(Stored data)
**********

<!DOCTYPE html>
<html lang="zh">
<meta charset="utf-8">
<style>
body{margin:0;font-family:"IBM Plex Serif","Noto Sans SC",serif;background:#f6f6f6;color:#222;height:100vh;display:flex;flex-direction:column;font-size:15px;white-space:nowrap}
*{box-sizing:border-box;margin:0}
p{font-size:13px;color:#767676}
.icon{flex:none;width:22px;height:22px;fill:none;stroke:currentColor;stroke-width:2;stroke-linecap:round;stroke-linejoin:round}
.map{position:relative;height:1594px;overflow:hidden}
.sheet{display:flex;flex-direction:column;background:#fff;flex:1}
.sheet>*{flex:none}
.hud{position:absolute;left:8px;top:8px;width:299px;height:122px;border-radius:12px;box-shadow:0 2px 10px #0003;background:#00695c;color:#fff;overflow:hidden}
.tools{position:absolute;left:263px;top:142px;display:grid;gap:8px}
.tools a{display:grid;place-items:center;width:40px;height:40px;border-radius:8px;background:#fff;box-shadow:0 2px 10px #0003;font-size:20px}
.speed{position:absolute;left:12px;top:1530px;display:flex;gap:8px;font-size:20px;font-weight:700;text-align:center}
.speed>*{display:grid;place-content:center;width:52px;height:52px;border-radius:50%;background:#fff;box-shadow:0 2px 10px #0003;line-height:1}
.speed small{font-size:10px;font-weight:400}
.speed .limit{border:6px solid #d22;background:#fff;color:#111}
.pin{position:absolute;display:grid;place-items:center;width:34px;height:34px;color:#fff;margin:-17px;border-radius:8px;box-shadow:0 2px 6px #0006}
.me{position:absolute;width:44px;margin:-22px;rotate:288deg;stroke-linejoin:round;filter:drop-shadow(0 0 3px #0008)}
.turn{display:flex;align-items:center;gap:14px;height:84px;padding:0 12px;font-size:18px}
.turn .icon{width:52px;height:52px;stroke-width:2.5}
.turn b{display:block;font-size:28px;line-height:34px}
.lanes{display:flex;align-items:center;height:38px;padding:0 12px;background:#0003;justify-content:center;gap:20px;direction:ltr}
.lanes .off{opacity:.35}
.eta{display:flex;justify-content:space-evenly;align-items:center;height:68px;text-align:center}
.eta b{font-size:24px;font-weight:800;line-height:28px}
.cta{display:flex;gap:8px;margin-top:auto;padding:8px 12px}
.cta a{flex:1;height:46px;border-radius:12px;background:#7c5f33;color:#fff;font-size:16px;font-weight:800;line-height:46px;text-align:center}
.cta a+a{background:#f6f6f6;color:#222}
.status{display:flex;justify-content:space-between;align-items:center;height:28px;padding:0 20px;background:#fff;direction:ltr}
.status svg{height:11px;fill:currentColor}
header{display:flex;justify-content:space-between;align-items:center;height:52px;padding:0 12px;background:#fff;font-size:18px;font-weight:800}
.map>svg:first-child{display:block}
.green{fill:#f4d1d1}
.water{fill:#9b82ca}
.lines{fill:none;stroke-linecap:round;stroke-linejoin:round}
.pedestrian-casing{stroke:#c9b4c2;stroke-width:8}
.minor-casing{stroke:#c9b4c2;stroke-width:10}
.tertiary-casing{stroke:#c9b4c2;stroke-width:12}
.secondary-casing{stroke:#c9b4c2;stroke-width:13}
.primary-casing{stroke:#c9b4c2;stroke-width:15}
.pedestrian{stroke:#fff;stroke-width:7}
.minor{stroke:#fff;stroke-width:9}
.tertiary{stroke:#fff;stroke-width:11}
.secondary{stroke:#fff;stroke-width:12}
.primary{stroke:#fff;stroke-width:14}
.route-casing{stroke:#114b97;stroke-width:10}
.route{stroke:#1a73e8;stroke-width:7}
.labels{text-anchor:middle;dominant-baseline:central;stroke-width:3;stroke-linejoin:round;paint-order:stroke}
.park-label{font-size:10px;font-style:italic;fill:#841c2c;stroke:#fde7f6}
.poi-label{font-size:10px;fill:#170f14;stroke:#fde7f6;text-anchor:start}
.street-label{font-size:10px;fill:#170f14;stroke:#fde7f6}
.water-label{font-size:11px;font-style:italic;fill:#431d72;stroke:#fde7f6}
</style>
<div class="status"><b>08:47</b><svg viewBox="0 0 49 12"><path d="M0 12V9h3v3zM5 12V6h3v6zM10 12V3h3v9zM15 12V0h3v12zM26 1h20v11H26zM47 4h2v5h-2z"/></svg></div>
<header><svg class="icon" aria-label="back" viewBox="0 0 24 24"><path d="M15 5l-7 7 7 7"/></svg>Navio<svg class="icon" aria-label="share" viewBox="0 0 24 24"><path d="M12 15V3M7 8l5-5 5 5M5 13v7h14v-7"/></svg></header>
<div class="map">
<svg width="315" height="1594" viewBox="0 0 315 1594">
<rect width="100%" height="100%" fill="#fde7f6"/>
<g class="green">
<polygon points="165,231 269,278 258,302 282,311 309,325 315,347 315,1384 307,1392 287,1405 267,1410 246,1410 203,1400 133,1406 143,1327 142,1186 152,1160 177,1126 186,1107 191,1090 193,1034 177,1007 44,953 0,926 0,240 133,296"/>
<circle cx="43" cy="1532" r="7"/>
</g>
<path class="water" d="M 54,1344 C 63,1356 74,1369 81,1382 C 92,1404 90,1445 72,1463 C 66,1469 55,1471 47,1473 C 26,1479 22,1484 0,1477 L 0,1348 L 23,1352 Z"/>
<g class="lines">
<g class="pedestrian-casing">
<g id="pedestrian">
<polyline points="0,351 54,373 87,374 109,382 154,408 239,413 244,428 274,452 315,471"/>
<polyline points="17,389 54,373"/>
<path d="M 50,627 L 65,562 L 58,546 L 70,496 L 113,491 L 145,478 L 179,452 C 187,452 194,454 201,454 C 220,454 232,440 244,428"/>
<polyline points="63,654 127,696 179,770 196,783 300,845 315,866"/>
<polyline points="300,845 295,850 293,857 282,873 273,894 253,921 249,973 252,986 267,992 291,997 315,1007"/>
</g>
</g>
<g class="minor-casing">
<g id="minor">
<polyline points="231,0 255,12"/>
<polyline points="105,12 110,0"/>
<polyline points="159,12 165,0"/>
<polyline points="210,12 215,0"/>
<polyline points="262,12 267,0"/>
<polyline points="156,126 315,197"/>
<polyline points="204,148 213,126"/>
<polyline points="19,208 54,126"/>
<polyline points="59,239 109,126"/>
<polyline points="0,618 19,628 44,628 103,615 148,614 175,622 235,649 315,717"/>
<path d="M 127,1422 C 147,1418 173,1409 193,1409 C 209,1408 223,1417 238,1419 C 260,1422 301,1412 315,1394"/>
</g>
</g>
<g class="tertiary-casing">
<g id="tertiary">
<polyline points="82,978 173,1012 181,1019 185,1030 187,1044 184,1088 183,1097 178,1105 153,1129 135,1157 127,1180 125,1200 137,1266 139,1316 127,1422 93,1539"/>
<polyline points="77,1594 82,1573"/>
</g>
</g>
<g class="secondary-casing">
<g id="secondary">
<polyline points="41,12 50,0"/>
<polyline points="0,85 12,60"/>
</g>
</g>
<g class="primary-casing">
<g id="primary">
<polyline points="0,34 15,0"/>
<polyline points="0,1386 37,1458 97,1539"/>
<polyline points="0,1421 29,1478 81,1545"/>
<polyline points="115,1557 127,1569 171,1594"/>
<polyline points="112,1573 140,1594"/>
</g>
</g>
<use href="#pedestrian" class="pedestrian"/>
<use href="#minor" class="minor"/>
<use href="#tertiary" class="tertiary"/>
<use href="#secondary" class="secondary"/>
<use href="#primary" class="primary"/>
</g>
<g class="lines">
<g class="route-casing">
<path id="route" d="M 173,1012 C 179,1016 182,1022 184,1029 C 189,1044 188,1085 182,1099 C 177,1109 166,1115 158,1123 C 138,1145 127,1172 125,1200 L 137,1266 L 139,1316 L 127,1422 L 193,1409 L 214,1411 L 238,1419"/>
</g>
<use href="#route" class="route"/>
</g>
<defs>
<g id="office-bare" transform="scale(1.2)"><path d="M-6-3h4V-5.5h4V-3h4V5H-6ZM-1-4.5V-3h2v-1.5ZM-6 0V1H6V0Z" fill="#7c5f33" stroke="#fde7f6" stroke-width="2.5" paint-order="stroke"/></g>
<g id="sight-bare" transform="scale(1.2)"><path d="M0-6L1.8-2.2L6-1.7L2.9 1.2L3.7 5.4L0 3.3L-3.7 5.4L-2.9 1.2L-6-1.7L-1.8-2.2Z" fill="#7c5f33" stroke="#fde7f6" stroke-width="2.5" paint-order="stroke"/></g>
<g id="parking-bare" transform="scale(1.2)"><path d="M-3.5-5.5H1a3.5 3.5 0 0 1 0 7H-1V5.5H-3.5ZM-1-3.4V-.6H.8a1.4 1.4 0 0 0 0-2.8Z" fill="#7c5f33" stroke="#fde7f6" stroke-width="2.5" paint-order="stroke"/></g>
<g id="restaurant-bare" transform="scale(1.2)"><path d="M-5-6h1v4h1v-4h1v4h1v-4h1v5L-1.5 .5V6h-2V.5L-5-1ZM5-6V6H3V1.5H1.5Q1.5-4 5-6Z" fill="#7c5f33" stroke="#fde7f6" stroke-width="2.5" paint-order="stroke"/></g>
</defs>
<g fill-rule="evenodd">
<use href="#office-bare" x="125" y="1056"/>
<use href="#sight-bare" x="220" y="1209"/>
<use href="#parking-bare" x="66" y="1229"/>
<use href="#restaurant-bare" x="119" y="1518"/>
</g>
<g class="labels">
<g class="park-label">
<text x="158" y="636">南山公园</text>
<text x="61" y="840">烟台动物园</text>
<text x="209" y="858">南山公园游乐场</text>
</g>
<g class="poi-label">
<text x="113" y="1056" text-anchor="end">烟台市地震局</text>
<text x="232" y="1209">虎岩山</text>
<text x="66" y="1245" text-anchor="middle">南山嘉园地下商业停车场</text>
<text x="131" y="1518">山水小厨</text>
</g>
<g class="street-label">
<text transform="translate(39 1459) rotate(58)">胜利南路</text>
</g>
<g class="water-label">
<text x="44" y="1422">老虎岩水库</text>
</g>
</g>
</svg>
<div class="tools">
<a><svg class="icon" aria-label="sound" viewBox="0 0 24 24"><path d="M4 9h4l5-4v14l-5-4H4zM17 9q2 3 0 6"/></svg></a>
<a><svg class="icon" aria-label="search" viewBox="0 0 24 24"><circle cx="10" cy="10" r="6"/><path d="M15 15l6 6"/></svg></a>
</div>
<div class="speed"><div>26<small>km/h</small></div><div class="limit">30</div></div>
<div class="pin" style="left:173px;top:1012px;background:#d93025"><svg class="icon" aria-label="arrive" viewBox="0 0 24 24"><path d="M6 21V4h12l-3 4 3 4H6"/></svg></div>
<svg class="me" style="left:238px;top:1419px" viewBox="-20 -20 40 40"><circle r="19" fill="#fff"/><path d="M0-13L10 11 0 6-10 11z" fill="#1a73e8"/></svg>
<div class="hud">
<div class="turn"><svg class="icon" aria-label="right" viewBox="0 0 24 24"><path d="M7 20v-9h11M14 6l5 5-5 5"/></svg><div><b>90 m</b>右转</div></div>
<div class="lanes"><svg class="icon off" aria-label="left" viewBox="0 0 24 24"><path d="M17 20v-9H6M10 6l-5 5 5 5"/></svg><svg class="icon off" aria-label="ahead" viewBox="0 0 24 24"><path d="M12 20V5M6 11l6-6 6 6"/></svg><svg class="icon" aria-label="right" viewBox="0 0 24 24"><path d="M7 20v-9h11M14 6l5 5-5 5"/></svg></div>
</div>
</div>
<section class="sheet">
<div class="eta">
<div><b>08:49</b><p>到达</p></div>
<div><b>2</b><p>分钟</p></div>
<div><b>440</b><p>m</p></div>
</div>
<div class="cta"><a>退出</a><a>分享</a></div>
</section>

**********

### AIM OF THE TASK
Check each line of these records for the string "between" and state only how many lines have it.

### SOLUTION TO THIS EXERCISE
2